▶ _Stored items_:
- - - -
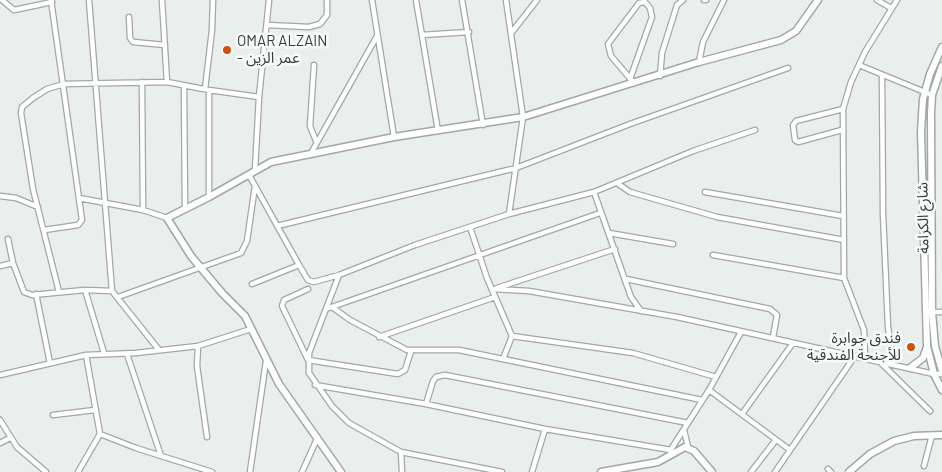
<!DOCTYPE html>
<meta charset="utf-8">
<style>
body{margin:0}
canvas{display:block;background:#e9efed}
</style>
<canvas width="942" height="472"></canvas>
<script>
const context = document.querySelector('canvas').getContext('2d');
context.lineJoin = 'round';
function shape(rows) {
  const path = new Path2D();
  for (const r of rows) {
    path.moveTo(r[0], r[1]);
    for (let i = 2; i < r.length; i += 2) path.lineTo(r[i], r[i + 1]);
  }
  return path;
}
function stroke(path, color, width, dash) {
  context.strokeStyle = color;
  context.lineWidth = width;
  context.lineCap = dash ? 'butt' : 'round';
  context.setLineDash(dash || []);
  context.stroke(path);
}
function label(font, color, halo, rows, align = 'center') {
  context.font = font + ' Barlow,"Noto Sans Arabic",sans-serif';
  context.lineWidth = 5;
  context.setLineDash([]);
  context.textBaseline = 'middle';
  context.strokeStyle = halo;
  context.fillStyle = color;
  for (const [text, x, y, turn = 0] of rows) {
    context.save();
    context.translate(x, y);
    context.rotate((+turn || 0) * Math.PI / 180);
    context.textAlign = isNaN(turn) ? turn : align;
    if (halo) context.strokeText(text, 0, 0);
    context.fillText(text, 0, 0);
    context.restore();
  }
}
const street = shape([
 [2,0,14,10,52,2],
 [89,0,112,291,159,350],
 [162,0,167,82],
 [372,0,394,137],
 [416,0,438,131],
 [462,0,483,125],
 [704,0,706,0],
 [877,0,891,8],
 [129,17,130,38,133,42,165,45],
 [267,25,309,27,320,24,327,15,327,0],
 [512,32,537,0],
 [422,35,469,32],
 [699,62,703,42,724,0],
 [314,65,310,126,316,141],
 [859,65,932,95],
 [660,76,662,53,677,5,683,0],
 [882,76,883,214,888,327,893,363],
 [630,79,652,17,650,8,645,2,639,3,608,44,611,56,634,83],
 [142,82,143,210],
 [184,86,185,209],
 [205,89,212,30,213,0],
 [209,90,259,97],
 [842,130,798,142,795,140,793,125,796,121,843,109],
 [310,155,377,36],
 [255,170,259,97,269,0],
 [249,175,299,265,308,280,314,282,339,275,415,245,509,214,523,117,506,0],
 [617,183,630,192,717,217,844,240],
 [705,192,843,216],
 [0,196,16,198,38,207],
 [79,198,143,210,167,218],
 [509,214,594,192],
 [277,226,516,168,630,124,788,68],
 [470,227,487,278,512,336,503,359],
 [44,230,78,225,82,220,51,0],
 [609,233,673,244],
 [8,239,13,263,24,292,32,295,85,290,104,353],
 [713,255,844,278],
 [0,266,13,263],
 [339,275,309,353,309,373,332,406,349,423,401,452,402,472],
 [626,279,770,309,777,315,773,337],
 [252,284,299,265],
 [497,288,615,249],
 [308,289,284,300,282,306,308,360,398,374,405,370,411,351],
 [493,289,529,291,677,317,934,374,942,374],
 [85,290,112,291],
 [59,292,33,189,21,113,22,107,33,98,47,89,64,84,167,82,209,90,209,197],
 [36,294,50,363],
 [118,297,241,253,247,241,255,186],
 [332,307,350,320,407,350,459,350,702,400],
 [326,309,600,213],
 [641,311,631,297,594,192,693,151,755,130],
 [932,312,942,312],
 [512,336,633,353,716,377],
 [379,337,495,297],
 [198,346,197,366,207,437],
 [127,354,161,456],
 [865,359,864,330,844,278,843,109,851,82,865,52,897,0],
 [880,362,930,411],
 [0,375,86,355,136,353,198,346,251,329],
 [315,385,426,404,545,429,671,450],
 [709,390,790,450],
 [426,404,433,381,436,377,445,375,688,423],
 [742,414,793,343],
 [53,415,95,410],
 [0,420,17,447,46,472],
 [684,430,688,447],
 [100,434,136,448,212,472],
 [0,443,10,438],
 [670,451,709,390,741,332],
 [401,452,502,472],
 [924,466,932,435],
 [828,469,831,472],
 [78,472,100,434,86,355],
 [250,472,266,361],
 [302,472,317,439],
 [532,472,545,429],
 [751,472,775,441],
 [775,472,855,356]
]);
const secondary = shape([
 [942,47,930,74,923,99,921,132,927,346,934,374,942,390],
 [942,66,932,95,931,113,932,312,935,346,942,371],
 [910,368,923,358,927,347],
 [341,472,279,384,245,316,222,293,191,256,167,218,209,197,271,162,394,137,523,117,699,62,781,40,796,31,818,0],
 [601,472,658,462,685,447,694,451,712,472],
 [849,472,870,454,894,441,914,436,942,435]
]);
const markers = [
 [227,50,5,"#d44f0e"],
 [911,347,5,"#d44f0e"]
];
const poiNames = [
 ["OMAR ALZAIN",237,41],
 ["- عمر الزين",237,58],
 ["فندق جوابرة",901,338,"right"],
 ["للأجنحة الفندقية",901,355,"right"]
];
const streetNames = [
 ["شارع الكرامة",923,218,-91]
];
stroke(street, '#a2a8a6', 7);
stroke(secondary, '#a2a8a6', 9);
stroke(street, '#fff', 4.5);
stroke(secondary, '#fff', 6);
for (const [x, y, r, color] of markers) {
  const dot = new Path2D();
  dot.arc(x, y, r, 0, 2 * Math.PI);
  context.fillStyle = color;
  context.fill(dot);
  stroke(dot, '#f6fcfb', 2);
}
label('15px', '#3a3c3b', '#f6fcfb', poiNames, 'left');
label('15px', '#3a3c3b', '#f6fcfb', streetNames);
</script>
- - - -
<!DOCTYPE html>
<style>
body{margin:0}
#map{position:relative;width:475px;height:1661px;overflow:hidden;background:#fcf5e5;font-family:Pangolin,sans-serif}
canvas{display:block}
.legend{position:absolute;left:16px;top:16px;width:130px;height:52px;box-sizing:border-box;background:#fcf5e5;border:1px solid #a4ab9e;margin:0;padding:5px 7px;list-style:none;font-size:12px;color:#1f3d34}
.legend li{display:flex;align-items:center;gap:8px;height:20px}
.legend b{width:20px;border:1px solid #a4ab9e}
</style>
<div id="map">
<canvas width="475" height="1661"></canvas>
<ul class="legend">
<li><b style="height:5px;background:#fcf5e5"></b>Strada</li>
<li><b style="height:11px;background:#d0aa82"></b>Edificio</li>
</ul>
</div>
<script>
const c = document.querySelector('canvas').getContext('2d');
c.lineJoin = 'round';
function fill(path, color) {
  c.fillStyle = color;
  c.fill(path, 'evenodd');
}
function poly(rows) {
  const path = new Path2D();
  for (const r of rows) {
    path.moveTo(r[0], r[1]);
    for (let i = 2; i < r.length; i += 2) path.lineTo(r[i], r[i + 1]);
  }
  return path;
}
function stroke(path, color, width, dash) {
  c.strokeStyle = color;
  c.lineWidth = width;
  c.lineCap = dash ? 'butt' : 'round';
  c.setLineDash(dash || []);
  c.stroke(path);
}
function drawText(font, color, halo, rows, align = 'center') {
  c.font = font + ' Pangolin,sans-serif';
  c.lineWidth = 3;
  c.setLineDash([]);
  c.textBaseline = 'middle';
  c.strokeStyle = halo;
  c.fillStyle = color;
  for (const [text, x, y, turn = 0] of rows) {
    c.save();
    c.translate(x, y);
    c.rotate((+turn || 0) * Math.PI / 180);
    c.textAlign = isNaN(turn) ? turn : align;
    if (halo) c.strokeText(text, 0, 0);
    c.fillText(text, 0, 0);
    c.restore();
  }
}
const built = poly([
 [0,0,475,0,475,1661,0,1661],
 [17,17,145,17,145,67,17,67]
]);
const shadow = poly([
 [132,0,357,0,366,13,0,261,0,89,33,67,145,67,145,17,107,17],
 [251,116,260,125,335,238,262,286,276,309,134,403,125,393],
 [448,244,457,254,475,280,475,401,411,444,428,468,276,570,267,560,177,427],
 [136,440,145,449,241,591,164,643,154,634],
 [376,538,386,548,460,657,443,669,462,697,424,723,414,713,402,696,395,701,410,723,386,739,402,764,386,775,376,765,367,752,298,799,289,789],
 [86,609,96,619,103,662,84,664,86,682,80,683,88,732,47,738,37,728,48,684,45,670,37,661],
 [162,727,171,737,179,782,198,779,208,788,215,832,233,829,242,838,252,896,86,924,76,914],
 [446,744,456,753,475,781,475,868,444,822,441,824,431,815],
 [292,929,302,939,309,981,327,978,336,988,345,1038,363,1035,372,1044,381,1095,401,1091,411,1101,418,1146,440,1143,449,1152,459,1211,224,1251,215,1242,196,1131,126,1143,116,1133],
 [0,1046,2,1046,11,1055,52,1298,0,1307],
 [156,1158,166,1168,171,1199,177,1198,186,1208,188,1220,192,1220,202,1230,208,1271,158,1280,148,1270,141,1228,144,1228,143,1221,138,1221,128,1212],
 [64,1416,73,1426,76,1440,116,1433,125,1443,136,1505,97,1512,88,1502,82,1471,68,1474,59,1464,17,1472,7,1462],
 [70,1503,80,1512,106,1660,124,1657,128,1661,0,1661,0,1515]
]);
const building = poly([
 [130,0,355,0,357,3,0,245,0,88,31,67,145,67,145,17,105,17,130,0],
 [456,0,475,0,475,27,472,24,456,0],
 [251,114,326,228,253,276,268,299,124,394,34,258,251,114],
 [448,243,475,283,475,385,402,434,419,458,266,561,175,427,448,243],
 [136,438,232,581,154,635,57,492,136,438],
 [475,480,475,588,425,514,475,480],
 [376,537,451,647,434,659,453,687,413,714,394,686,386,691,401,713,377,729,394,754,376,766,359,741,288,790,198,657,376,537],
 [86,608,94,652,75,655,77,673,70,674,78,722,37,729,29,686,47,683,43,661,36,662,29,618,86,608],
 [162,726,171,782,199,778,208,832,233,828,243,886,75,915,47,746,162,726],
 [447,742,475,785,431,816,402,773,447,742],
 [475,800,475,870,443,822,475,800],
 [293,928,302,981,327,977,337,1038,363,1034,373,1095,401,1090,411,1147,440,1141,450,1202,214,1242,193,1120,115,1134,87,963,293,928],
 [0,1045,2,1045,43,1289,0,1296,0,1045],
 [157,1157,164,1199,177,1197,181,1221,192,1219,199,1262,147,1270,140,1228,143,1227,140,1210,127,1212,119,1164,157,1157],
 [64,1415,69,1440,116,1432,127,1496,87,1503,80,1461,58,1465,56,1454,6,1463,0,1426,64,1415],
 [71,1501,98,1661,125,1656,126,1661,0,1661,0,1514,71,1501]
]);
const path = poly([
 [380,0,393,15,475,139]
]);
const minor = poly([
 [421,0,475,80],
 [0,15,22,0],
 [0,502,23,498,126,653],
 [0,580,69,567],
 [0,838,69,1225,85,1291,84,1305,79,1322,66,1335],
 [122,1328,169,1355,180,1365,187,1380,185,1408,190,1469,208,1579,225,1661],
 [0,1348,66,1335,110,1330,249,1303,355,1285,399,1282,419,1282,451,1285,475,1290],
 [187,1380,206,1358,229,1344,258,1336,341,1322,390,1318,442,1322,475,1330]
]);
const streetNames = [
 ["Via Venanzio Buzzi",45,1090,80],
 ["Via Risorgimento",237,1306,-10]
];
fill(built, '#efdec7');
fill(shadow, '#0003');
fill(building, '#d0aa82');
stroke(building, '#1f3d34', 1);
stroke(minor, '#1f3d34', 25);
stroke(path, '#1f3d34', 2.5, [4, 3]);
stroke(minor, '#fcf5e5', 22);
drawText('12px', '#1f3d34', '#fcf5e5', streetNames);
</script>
- - - -
All lines in the records above that contain "butt" are to be reported.

▶ _The completed task_:
  context.lineCap = dash ? 'butt' : 'round';
  c.lineCap = dash ? 'butt' : 'round';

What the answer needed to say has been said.